Collected data
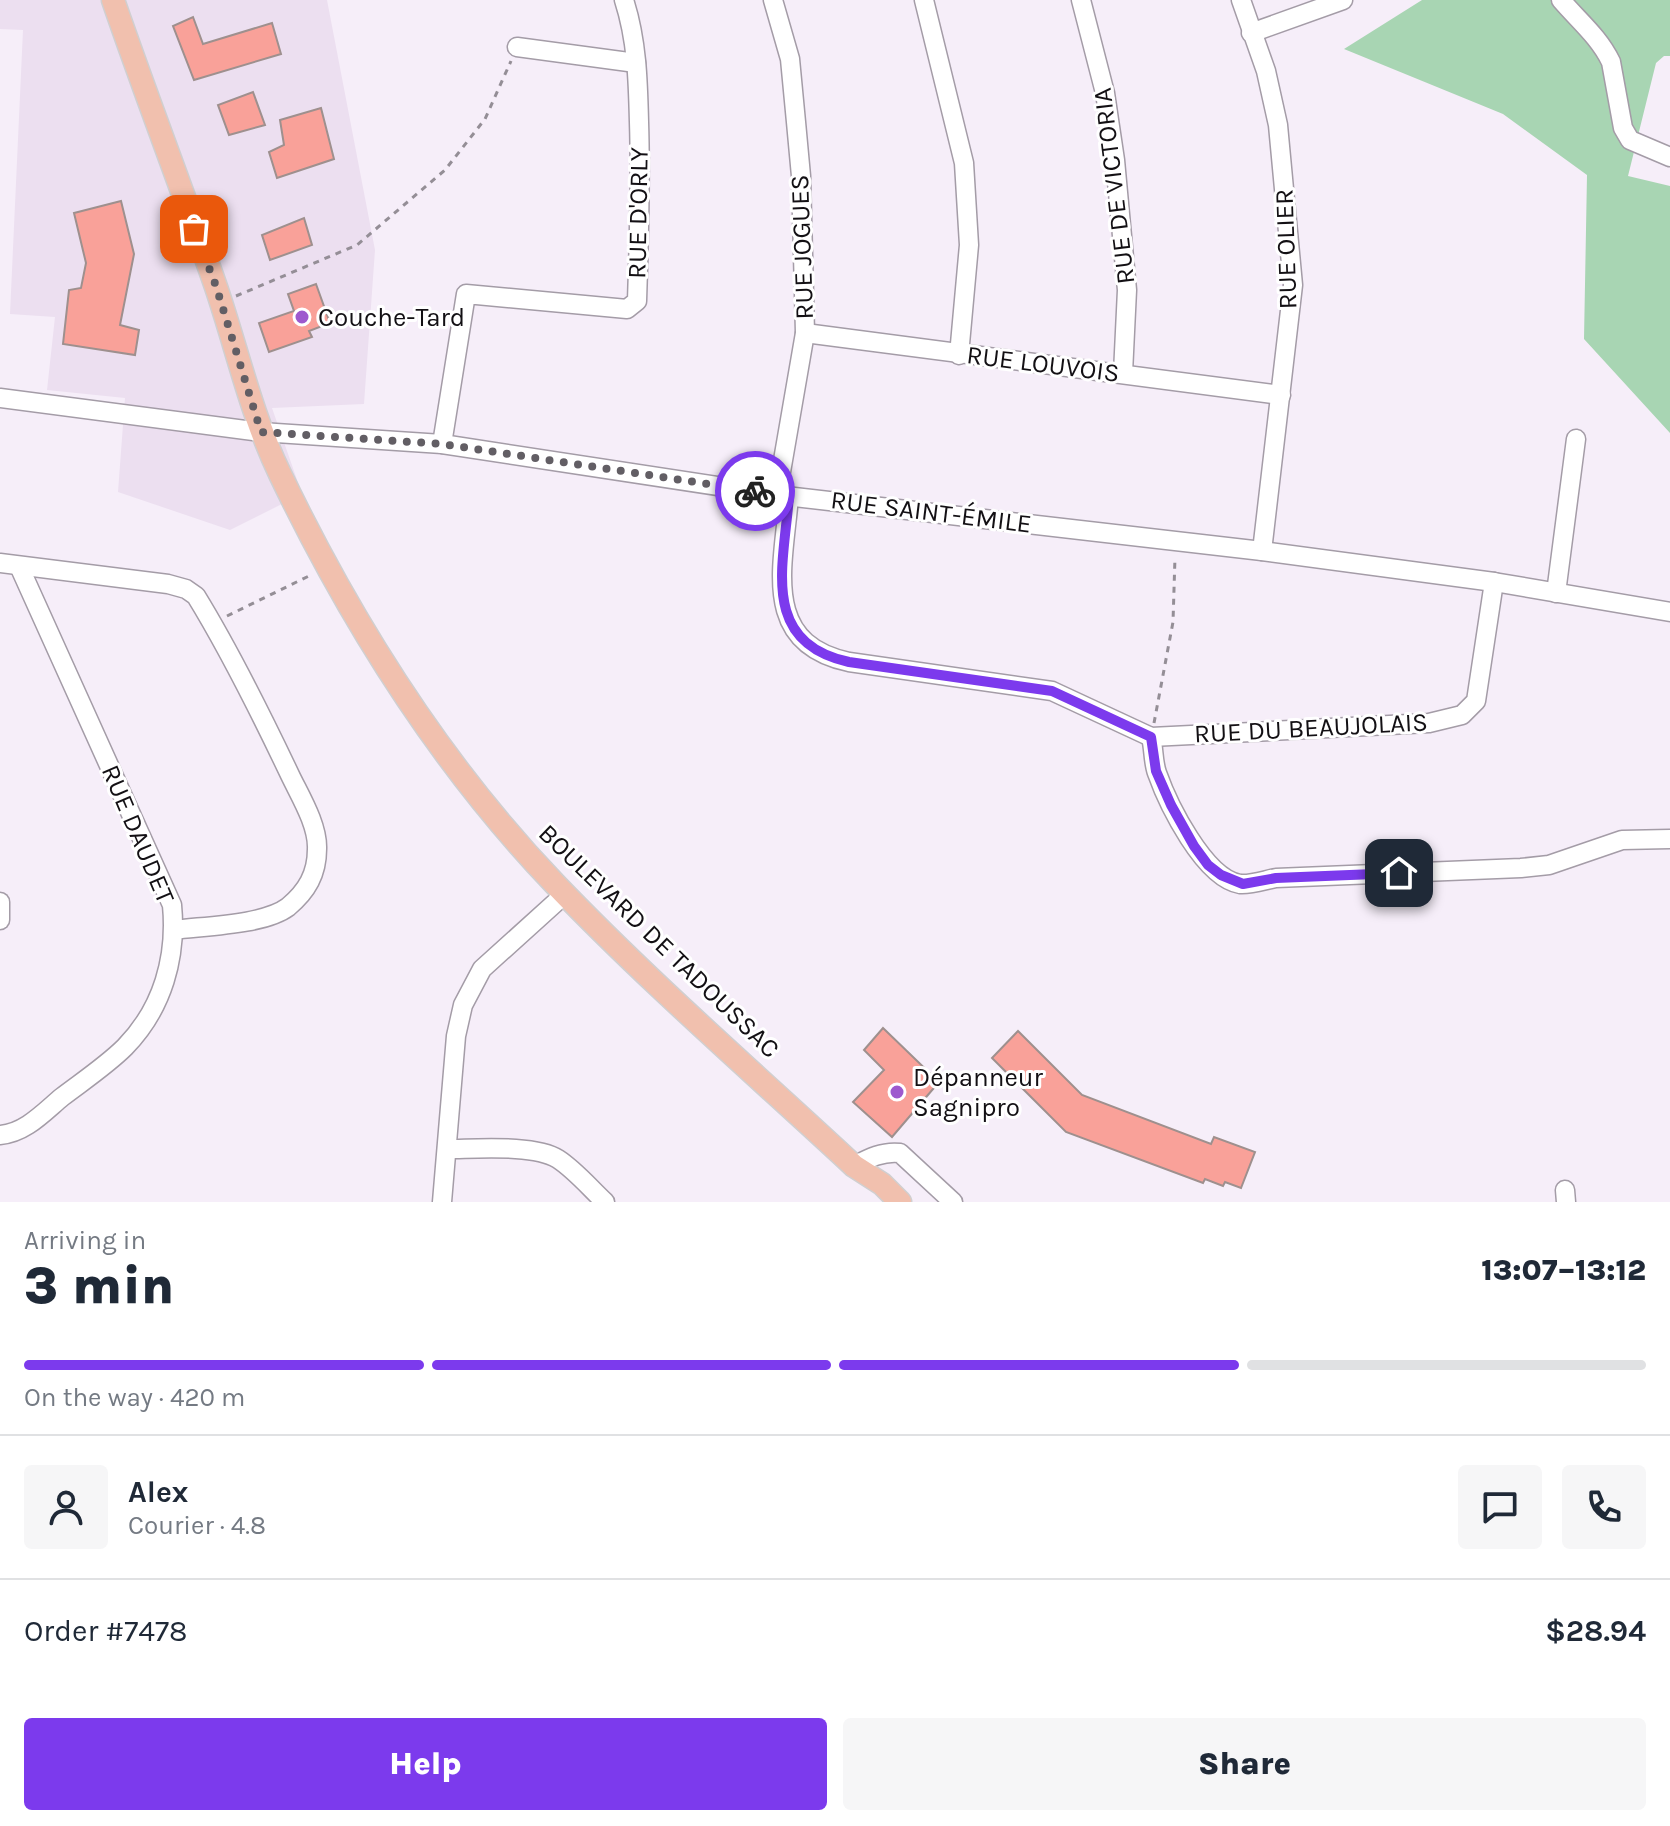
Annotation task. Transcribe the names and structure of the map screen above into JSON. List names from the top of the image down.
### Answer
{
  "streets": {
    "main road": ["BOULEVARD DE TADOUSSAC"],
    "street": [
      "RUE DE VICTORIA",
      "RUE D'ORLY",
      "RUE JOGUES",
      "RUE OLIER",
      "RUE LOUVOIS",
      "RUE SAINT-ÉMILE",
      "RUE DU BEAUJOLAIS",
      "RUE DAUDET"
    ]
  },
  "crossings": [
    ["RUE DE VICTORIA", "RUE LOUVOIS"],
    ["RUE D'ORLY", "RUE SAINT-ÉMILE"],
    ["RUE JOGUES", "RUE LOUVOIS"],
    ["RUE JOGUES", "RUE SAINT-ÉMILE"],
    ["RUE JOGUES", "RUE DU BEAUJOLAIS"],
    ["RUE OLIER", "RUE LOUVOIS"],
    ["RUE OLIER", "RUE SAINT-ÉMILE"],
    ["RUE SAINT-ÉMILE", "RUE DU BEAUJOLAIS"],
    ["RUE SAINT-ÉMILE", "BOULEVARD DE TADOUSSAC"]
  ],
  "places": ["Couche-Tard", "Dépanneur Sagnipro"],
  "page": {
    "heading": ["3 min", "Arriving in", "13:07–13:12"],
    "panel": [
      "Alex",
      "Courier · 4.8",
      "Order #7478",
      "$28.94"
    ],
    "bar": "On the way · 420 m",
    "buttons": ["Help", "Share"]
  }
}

==

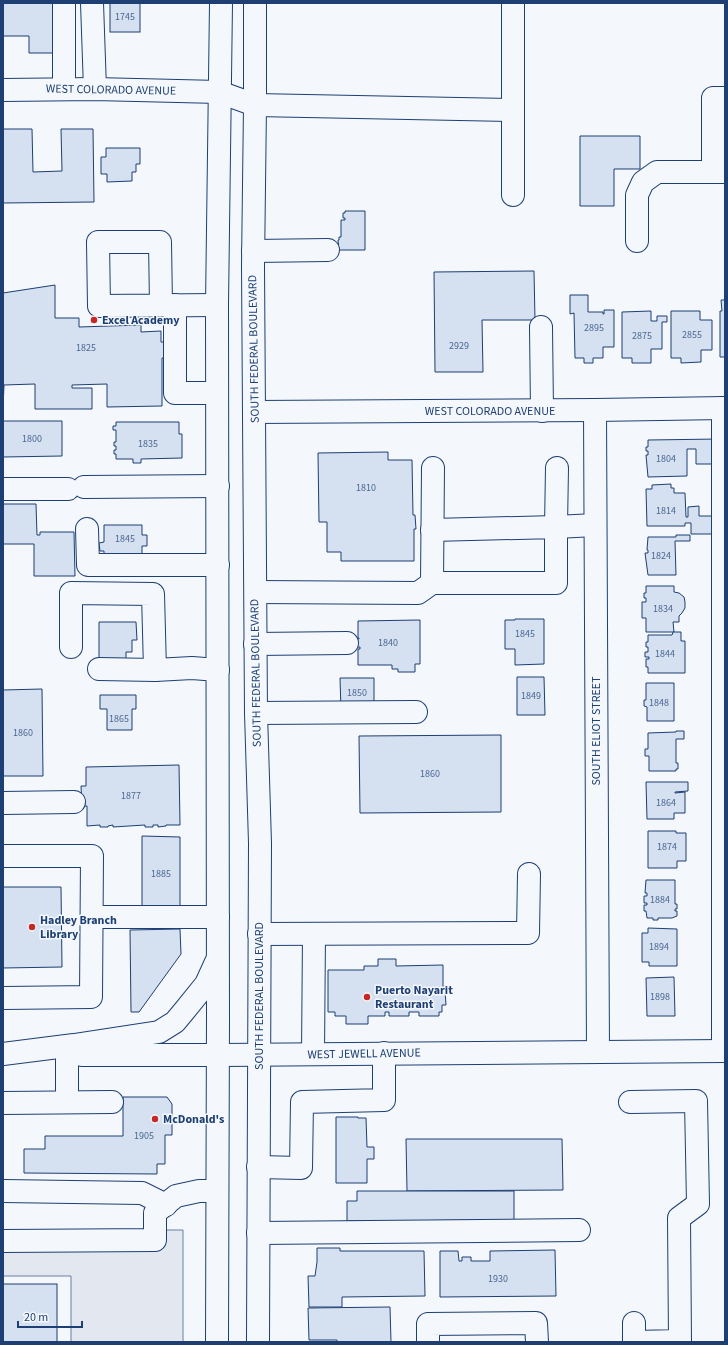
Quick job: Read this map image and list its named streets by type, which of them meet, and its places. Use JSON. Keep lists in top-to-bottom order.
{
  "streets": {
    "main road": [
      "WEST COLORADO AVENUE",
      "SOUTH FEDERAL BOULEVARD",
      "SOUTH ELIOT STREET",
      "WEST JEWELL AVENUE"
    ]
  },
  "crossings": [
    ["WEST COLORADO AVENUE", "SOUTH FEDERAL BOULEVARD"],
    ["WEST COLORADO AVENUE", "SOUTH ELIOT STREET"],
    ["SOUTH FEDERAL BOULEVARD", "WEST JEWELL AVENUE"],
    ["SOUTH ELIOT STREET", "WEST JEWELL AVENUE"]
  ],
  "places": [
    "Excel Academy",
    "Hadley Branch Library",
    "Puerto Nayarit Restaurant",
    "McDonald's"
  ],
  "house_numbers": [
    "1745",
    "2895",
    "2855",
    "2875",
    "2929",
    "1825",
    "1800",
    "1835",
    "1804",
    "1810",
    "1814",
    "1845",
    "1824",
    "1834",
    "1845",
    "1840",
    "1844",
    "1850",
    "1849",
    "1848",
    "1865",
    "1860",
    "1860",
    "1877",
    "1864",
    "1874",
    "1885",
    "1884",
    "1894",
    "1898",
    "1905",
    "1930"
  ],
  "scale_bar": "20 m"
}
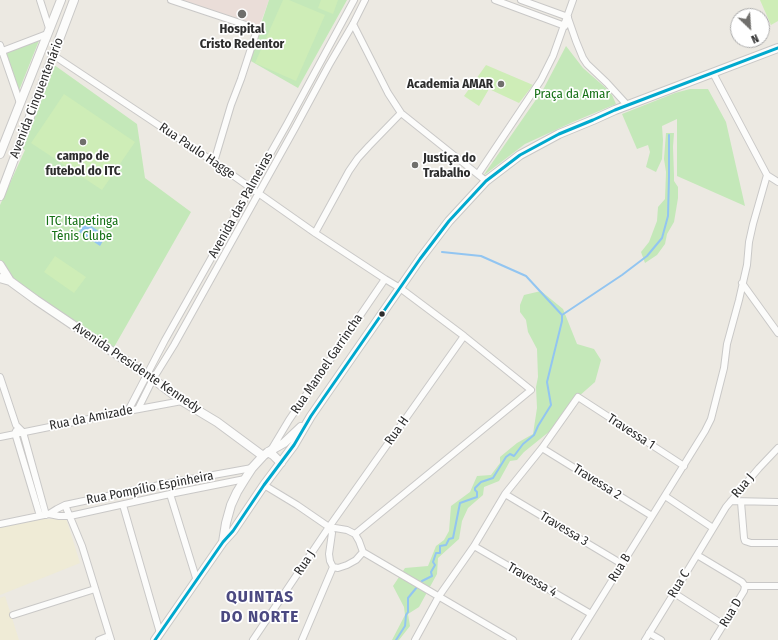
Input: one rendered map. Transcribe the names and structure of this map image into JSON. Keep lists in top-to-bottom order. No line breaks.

### Task statement
Read the entries above, then pull out the lines that include "structure".

### Answer
Annotation task. Transcribe the names and structure of the map screen above into JSON. List names from the top of the image down.
Input: one rendered map. Transcribe the names and structure of this map image into JSON. Keep lists in top-to-bottom order. No line breaks.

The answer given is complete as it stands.